Saved entries:

----------

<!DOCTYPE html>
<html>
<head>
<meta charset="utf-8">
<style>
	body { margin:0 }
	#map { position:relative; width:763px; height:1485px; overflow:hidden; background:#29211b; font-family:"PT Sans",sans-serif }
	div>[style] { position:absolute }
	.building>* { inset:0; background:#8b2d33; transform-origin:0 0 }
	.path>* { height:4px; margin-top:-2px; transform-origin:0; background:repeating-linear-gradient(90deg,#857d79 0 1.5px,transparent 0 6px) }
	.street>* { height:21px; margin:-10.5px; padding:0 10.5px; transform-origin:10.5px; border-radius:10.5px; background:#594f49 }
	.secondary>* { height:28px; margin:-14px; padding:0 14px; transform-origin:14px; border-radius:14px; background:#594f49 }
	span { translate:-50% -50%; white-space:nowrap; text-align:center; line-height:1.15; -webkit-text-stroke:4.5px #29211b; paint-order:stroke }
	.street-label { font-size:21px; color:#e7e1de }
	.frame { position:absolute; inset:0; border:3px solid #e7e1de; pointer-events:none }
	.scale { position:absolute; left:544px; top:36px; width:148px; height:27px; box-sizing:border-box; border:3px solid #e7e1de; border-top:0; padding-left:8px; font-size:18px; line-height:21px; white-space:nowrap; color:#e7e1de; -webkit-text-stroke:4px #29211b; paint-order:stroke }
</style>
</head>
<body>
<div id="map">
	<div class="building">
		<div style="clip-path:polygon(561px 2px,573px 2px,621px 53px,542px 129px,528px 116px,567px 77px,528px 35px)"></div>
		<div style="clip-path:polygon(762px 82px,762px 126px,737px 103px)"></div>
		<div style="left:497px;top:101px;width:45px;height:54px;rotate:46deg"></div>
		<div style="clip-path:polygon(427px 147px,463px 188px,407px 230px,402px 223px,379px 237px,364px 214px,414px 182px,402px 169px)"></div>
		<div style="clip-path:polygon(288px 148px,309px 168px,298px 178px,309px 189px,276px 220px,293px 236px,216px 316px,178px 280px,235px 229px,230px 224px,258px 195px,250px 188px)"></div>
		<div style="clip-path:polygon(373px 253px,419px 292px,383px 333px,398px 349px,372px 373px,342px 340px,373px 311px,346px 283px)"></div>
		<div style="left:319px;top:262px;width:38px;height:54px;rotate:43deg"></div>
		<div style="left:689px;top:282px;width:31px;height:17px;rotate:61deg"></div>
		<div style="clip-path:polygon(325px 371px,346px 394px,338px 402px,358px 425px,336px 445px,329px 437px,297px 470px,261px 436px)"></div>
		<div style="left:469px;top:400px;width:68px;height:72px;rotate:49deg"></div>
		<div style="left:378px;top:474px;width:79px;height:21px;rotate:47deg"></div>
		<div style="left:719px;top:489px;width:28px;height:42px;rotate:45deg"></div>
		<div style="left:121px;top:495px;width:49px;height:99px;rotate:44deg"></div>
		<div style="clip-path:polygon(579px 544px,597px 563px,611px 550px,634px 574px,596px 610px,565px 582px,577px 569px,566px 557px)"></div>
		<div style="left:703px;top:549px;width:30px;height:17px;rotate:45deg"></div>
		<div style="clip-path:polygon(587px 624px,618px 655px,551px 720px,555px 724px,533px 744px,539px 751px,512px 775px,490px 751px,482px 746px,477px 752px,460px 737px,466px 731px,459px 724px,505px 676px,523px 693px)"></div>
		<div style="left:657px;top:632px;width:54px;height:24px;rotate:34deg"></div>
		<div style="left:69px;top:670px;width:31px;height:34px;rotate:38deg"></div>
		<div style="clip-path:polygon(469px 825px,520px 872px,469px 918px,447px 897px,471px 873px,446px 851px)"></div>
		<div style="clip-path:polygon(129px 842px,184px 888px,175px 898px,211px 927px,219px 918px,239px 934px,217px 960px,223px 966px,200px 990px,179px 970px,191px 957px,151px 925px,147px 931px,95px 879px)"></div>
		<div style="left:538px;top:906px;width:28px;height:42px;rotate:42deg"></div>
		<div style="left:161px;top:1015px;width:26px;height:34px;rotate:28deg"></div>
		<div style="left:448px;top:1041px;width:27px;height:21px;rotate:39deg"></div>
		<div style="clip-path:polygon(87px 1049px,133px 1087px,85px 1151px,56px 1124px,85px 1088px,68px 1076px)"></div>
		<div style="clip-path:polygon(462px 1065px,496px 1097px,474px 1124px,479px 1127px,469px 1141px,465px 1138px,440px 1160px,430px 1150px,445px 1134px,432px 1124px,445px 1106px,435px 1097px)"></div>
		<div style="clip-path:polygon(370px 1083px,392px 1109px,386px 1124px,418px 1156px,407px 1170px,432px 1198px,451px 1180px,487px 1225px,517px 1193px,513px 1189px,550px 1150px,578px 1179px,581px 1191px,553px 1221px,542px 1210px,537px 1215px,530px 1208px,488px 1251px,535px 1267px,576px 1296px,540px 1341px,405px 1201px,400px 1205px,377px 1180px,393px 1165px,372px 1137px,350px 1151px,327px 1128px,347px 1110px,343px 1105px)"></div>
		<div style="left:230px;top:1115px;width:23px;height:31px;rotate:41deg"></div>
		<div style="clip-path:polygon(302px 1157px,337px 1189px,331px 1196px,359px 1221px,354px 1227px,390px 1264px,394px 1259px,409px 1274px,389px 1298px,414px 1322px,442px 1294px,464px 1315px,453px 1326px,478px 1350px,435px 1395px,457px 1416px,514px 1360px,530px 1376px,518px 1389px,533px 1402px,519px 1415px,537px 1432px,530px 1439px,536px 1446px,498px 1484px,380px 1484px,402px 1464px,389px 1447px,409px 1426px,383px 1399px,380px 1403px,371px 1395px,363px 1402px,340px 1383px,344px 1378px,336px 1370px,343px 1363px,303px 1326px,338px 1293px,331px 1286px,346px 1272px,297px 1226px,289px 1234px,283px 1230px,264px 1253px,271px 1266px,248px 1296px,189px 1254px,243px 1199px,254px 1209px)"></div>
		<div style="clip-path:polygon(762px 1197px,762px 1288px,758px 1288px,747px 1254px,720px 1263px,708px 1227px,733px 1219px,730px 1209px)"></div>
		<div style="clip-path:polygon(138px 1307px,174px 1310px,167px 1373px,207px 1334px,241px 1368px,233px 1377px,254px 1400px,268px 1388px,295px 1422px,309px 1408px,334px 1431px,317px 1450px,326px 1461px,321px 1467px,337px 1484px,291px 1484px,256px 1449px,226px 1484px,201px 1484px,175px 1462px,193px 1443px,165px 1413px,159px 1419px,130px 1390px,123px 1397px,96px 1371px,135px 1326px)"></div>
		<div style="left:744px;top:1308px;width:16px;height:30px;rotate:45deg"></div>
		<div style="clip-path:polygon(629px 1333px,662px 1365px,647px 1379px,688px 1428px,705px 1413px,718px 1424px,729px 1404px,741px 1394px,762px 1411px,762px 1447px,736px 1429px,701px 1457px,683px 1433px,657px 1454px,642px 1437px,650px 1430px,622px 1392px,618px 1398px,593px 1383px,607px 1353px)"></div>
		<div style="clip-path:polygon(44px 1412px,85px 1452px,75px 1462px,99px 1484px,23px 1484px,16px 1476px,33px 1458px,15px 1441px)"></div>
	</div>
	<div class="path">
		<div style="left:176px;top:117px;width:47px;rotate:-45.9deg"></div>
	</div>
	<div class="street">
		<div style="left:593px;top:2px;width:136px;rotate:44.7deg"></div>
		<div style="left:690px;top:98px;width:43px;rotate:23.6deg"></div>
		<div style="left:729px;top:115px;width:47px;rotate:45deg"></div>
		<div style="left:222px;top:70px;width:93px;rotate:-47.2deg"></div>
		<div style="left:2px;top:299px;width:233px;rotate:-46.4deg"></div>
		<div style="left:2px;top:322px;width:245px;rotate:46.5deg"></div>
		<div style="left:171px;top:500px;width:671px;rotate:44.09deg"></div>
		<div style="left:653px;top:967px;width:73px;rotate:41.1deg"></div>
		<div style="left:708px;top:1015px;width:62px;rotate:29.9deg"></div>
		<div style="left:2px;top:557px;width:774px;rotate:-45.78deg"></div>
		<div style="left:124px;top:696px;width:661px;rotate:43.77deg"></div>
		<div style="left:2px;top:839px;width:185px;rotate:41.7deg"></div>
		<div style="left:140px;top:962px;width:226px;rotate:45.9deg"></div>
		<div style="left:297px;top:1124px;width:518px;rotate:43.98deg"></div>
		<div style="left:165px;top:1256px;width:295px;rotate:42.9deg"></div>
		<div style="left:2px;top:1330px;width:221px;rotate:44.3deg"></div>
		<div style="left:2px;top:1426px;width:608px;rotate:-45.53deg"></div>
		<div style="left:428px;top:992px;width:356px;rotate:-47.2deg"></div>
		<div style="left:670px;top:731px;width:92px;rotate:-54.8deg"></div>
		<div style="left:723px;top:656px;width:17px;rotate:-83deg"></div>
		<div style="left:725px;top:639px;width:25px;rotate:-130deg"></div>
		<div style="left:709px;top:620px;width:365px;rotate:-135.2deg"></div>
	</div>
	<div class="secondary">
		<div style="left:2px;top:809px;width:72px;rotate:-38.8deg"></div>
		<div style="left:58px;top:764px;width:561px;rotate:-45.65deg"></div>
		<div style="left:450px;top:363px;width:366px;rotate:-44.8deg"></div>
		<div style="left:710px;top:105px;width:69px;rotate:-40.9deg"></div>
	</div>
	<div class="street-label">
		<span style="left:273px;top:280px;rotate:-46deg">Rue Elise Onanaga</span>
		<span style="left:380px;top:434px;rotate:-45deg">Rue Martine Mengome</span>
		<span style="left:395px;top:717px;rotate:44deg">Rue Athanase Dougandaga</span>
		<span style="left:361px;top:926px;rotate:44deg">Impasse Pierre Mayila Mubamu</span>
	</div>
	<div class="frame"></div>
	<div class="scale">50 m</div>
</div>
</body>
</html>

----------

Exercise → Could you copy every line from the records that mentions the word "margin"?

Output of the task →
	body { margin:0 }
	.path>* { height:4px; margin-top:-2px; transform-origin:0; background:repeating-linear-gradient(90deg,#857d79 0 1.5px,transparent 0 6px) }
	.street>* { height:21px; margin:-10.5px; padding:0 10.5px; transform-origin:10.5px; border-radius:10.5px; background:#594f49 }
	.secondary>* { height:28px; margin:-14px; padding:0 14px; transform-origin:14px; border-radius:14px; background:#594f49 }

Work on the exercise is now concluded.